Task instructions: In the listing below, tally the lines that hold "Long" and report that number by itself.
Input records: Begin
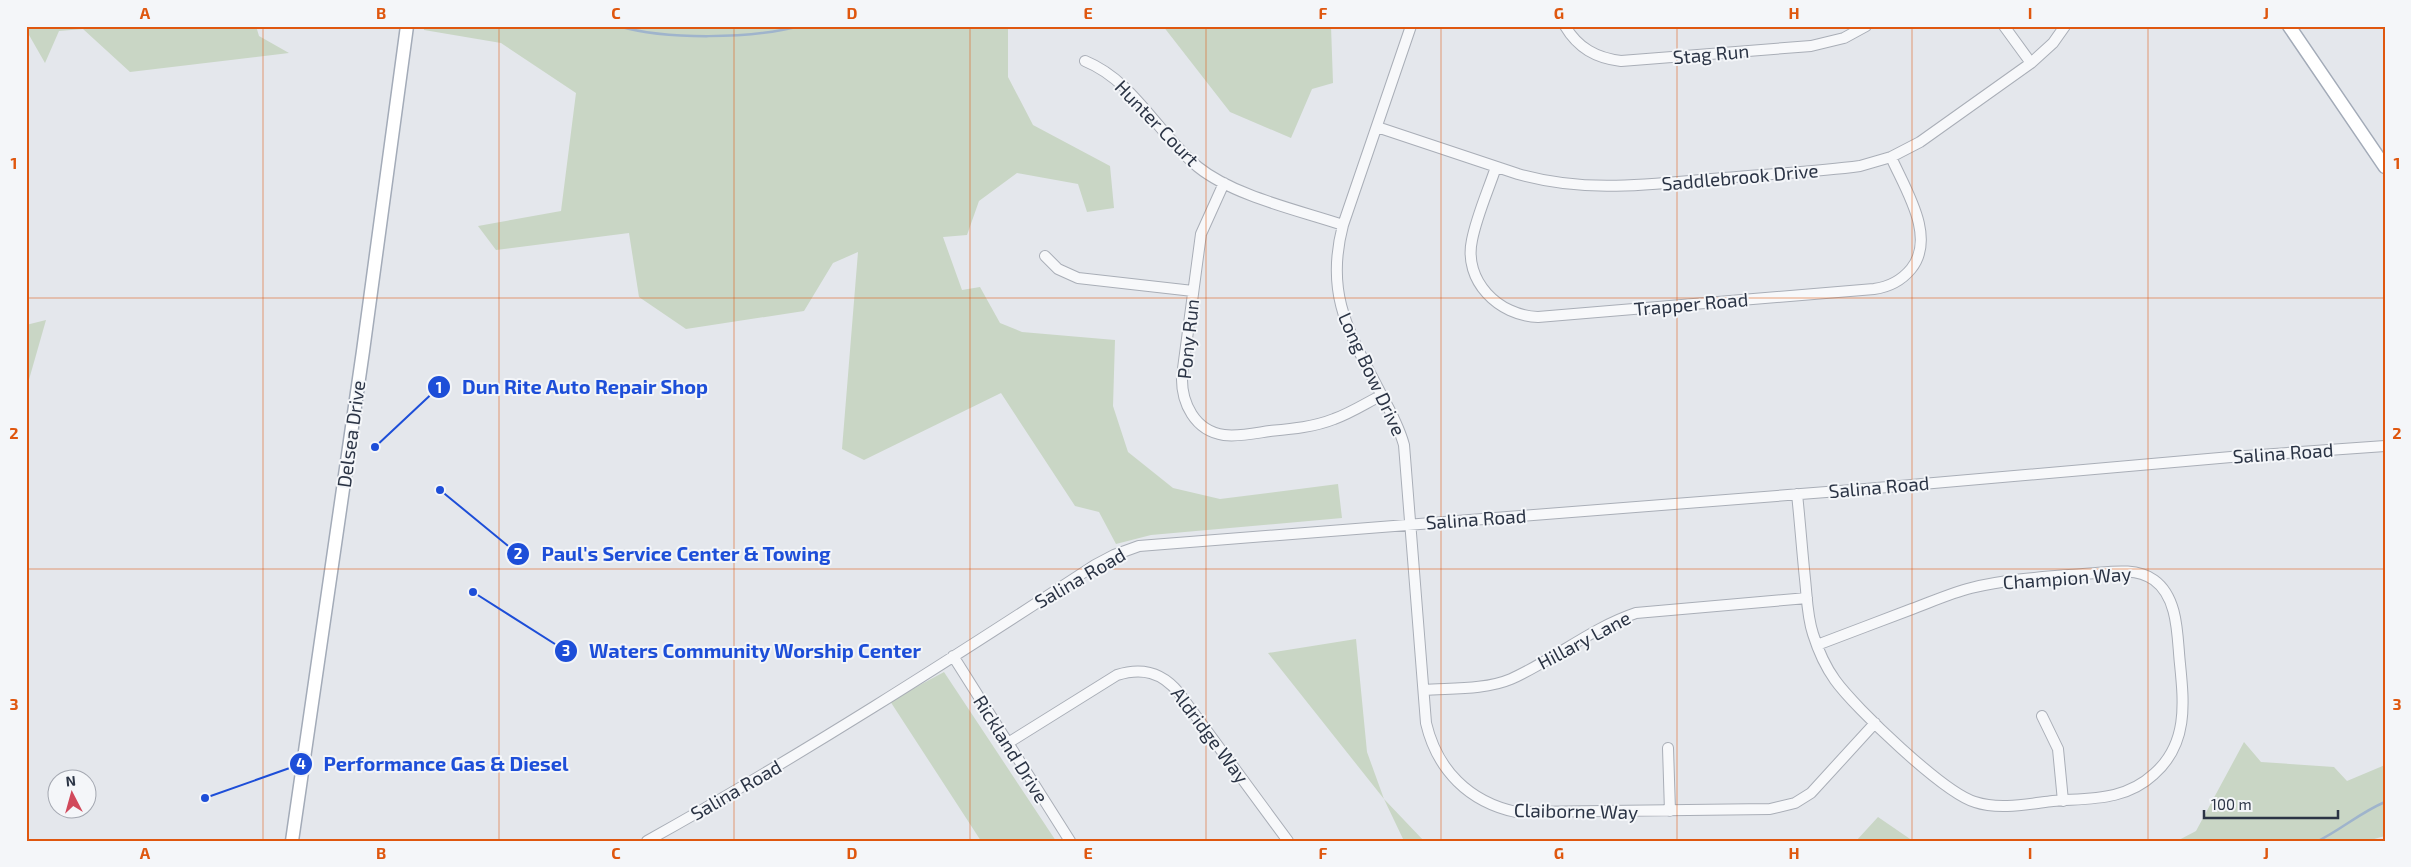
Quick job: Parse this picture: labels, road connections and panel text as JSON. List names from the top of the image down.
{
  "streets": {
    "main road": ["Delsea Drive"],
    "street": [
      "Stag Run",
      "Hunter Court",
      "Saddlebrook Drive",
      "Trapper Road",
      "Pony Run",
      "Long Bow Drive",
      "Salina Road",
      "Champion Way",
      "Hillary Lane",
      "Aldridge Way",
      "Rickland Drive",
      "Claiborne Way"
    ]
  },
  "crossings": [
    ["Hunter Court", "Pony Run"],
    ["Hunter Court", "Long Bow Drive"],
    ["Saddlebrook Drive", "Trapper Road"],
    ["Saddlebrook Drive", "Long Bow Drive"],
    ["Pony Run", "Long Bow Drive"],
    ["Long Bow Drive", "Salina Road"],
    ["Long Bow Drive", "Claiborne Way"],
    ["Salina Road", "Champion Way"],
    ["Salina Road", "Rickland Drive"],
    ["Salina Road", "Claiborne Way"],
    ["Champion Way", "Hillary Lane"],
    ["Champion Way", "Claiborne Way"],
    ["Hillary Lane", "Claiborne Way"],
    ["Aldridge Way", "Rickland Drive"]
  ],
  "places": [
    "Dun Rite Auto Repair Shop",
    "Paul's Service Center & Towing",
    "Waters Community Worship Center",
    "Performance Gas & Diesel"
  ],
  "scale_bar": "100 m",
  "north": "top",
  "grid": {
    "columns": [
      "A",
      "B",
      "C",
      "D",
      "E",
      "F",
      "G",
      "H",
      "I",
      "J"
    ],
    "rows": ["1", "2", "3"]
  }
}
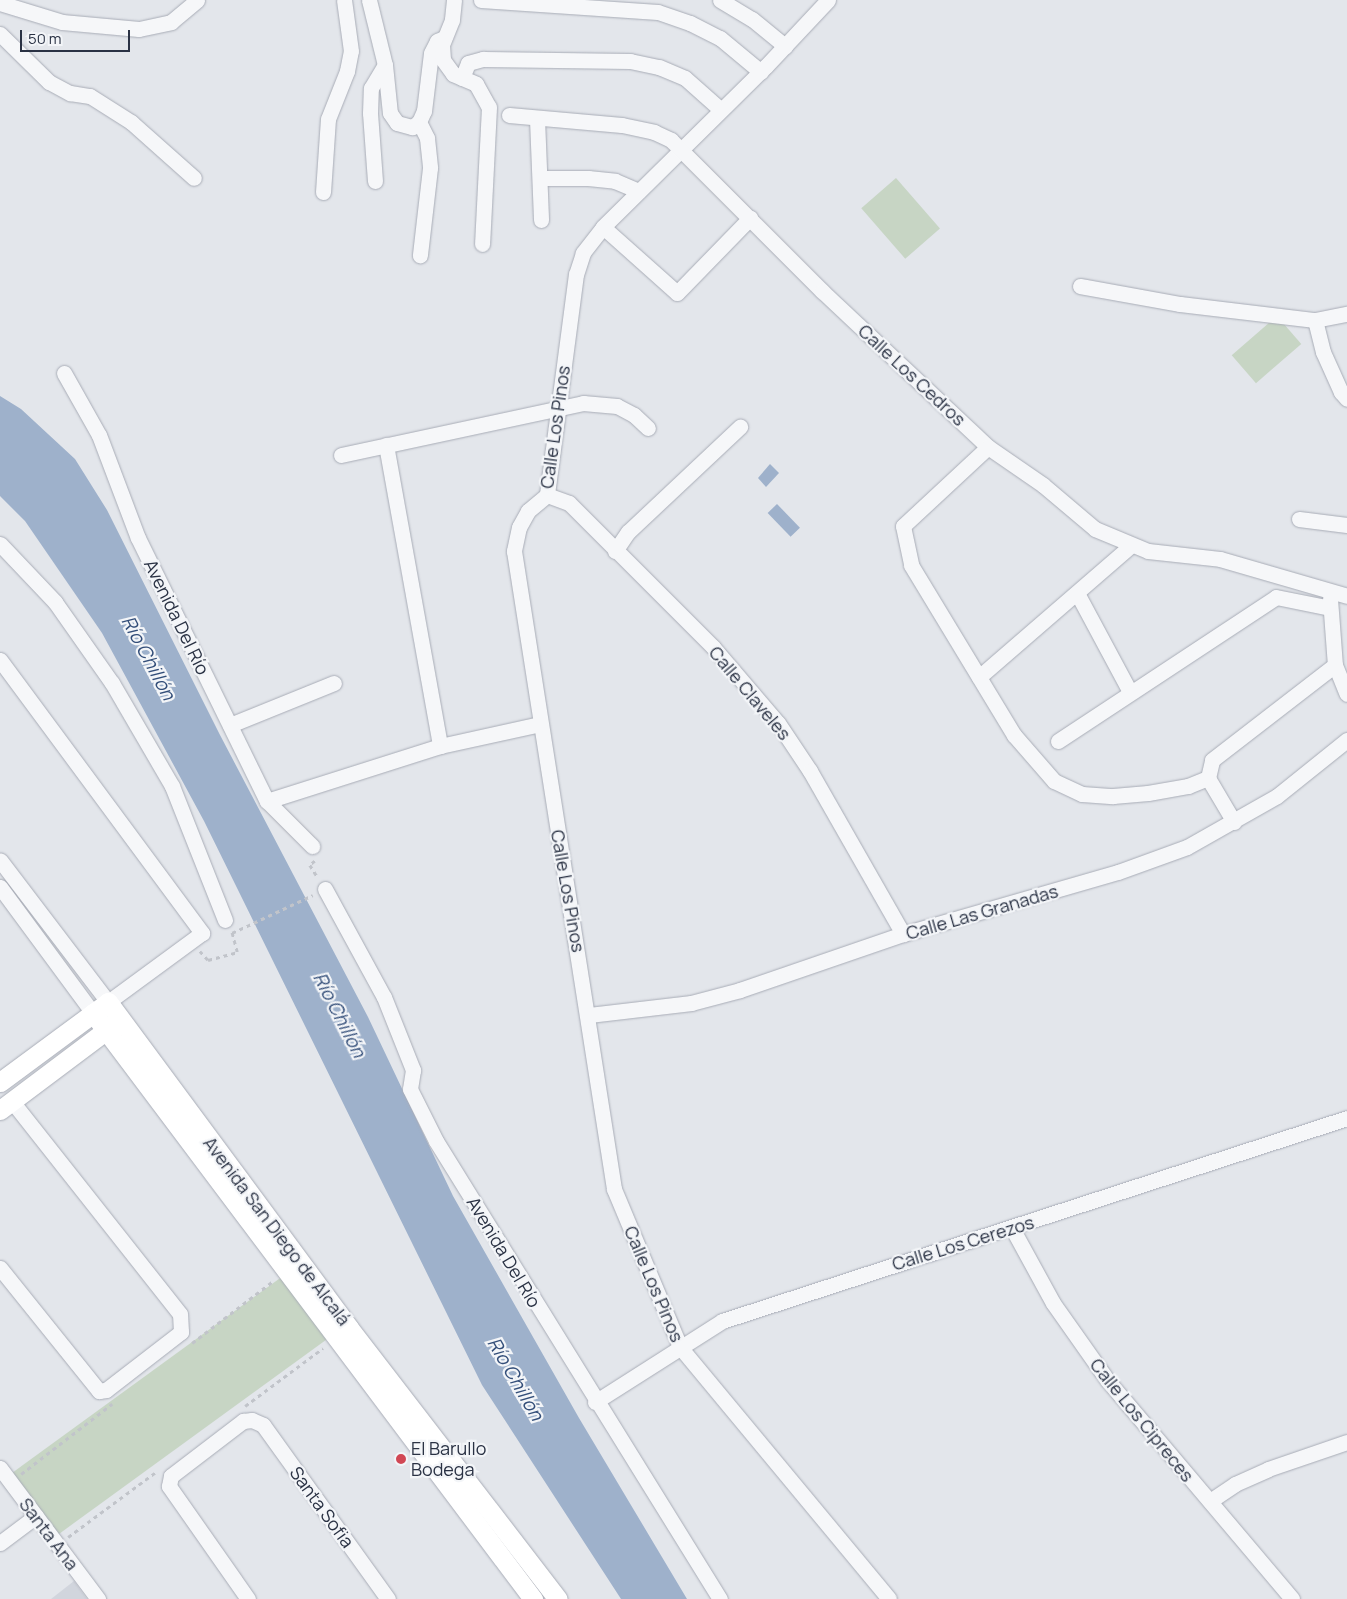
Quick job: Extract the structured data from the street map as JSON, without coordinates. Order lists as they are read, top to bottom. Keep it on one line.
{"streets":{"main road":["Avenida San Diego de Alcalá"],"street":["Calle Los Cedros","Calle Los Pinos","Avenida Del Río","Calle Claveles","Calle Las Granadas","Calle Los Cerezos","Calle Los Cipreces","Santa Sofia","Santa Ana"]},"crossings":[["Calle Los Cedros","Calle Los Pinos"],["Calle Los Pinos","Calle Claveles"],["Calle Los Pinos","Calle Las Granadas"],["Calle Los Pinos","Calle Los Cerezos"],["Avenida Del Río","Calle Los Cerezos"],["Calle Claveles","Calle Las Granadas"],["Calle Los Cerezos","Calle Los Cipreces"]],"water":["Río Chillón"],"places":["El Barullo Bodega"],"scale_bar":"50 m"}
Input records: End
Reply to the exercise: 6